Top of Data supplied

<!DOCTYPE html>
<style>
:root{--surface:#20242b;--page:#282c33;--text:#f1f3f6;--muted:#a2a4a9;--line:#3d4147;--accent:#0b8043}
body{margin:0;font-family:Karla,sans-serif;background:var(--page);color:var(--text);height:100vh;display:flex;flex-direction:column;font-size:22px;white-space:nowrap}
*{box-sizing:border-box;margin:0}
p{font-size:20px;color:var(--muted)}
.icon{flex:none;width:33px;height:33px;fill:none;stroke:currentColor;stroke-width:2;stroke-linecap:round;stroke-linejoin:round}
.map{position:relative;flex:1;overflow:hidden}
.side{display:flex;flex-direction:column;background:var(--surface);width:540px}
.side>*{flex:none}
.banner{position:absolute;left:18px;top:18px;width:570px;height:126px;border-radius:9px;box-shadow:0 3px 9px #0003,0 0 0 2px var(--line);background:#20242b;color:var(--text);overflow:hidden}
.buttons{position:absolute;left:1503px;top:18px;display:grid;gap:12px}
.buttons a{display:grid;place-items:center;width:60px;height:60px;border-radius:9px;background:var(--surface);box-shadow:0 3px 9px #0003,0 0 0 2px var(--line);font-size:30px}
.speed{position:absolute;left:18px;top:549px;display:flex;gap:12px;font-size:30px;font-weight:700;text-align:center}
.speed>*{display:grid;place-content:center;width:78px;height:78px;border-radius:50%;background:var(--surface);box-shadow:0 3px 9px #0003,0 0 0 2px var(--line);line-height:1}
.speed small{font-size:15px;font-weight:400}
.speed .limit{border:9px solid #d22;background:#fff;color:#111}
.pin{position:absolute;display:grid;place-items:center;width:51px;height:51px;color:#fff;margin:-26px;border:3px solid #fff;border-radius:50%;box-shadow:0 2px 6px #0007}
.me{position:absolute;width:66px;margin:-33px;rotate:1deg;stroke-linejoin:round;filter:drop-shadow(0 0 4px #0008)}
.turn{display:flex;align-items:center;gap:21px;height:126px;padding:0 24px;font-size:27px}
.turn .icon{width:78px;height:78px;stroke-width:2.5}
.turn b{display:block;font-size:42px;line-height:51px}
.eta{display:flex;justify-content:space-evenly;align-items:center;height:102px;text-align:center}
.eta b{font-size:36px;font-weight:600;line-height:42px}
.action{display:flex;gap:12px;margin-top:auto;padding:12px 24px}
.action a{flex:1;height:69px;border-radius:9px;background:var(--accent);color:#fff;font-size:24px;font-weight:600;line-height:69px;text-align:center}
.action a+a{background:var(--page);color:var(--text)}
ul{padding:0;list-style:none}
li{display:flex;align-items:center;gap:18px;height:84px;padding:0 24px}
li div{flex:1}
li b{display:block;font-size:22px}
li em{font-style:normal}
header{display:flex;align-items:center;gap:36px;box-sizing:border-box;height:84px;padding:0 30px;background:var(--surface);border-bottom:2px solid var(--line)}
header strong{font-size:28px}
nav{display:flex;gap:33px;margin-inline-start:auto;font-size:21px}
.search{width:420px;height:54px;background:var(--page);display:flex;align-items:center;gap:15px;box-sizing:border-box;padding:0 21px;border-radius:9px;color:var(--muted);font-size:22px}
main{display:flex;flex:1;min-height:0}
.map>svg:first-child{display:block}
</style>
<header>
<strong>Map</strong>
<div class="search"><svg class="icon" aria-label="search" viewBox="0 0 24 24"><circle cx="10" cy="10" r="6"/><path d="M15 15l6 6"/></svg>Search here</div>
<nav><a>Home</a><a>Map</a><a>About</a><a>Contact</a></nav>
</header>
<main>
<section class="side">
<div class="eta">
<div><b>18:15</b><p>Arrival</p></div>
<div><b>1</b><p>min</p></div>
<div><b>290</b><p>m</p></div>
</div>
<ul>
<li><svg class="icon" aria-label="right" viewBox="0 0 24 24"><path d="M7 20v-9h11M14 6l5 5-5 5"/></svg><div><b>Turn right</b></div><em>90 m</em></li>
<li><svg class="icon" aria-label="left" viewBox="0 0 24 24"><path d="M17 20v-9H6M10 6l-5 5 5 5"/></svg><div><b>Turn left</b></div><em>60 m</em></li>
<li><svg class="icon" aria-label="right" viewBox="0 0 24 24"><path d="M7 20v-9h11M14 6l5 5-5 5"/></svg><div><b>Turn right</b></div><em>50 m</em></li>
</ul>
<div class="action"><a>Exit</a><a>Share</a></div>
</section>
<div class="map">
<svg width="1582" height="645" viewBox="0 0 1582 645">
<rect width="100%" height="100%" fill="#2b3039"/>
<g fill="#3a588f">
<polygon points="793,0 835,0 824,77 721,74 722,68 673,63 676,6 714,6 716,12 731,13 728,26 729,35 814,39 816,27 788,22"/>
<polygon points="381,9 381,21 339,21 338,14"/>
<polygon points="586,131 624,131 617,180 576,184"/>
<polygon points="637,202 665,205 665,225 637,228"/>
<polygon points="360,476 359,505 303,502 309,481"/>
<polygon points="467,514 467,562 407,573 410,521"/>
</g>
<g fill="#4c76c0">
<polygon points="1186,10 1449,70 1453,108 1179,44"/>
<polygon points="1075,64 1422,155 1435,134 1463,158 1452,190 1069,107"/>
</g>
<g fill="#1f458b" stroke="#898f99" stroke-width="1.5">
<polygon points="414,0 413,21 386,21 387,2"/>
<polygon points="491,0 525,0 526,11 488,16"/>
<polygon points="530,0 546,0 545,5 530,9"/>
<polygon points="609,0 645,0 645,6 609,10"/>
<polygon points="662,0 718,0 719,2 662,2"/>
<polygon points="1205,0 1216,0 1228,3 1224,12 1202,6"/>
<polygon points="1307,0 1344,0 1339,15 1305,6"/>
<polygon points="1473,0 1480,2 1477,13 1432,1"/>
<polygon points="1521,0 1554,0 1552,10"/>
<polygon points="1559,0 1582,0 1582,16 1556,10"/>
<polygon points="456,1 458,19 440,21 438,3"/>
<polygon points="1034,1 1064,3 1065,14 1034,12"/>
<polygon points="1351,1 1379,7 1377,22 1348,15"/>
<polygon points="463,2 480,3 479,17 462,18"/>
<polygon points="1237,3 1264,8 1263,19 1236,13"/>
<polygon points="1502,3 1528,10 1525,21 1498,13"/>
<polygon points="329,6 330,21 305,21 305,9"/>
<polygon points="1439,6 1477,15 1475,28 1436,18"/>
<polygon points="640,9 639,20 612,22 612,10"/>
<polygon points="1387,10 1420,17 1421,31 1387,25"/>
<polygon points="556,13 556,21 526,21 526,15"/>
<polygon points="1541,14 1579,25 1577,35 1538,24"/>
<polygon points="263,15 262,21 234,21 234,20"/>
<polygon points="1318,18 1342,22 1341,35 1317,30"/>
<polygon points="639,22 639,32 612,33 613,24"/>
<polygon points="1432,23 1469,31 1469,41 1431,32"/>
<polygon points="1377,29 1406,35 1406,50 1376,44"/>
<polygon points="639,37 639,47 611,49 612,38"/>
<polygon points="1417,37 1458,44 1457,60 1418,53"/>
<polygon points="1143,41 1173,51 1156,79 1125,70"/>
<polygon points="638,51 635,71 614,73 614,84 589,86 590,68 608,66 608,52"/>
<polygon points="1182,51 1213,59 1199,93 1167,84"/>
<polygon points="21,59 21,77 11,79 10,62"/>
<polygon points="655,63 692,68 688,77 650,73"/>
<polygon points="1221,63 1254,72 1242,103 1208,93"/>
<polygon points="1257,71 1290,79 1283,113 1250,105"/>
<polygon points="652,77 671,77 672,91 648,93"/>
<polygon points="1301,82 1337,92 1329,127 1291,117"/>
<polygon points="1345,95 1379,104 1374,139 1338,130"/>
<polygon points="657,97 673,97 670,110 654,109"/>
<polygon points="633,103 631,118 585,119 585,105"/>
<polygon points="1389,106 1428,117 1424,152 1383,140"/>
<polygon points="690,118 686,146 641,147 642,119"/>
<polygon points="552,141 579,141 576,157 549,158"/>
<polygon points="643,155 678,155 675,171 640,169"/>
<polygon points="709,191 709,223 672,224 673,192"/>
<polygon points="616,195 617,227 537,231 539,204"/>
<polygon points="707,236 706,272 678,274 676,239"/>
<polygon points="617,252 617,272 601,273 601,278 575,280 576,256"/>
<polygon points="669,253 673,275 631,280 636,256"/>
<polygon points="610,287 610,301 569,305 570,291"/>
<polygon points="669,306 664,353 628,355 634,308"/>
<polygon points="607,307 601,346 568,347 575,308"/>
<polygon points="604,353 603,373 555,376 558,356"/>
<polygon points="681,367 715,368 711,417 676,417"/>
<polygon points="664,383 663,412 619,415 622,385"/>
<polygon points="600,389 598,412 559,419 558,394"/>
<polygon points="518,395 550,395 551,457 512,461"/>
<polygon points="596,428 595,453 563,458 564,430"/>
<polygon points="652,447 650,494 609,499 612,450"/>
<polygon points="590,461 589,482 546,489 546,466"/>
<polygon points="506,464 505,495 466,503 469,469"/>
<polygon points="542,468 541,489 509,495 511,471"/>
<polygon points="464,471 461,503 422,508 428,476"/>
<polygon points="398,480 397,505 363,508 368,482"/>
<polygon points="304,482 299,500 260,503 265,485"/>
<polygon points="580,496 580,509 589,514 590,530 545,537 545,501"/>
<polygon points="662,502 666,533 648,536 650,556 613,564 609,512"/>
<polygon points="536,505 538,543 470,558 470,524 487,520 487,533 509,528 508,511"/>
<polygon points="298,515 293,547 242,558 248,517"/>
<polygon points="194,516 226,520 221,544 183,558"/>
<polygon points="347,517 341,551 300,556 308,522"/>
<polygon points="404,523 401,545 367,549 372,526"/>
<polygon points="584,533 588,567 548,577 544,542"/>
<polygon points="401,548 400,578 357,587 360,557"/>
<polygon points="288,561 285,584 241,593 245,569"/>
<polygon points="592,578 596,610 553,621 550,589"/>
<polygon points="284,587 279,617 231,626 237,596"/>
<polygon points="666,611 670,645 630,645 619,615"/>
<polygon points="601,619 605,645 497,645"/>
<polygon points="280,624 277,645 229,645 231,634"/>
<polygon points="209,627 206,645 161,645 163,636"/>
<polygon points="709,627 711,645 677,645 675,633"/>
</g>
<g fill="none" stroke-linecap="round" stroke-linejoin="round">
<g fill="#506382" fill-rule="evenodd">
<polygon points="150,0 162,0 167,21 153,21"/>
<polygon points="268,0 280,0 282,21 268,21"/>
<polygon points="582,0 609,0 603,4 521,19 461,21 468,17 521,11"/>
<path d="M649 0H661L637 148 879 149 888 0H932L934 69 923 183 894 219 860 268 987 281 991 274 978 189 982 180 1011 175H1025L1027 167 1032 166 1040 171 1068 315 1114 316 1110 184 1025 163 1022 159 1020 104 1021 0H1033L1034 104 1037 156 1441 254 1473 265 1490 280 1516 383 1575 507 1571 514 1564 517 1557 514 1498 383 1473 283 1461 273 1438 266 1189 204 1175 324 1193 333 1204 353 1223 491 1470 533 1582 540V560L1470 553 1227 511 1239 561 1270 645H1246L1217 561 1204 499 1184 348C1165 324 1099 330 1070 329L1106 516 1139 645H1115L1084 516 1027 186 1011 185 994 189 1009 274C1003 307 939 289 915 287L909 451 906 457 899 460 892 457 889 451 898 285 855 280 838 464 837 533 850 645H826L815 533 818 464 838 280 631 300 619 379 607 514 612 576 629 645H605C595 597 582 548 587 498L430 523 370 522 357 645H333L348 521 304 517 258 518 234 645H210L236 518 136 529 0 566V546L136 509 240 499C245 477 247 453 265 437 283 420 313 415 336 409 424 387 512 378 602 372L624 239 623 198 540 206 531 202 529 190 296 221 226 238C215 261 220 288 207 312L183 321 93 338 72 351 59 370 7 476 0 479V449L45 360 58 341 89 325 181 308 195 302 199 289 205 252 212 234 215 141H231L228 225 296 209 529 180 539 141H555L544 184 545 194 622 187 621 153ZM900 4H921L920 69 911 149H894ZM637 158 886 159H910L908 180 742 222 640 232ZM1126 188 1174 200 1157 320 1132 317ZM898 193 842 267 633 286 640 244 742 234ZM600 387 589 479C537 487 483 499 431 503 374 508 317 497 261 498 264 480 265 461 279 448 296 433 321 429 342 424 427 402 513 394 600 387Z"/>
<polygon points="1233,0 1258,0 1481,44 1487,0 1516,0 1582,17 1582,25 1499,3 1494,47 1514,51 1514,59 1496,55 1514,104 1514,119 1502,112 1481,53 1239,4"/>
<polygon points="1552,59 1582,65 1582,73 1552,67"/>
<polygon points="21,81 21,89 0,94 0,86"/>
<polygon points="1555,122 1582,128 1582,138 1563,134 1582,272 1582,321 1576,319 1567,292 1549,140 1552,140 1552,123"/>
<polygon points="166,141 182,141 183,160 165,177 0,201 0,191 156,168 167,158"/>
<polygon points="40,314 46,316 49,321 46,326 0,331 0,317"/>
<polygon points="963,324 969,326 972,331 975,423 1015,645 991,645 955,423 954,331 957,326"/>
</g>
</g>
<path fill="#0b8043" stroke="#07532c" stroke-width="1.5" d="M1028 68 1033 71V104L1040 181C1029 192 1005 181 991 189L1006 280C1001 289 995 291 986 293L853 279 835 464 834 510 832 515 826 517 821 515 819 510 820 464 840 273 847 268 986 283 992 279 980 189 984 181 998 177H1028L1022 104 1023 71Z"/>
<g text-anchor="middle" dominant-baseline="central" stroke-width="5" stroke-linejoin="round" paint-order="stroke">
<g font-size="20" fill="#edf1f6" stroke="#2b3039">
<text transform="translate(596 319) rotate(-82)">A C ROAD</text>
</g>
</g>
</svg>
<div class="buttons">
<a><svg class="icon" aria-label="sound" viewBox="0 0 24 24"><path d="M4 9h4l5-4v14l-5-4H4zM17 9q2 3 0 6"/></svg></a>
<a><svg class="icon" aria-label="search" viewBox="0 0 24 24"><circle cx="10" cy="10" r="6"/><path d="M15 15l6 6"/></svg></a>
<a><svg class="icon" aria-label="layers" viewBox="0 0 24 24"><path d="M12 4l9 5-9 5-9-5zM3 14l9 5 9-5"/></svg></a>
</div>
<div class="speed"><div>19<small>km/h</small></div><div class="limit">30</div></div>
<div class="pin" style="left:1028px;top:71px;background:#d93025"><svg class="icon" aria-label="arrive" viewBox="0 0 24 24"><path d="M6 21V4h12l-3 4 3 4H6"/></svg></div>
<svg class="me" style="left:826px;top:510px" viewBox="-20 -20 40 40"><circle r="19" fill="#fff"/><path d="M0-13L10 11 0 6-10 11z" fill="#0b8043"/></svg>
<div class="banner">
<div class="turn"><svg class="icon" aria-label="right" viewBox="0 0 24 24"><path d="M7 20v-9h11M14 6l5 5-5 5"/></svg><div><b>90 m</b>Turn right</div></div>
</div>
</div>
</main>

Bottom of Data supplied

- **What is being asked**
Wherever the word "space" occurs in a line of the listing, copy that line.

- **Answer to this task**
body{margin:0;font-family:Karla,sans-serif;background:var(--page);color:var(--text);height:100vh;display:flex;flex-direction:column;font-size:22px;white-space:nowrap}
.eta{display:flex;justify-content:space-evenly;align-items:center;height:102px;text-align:center}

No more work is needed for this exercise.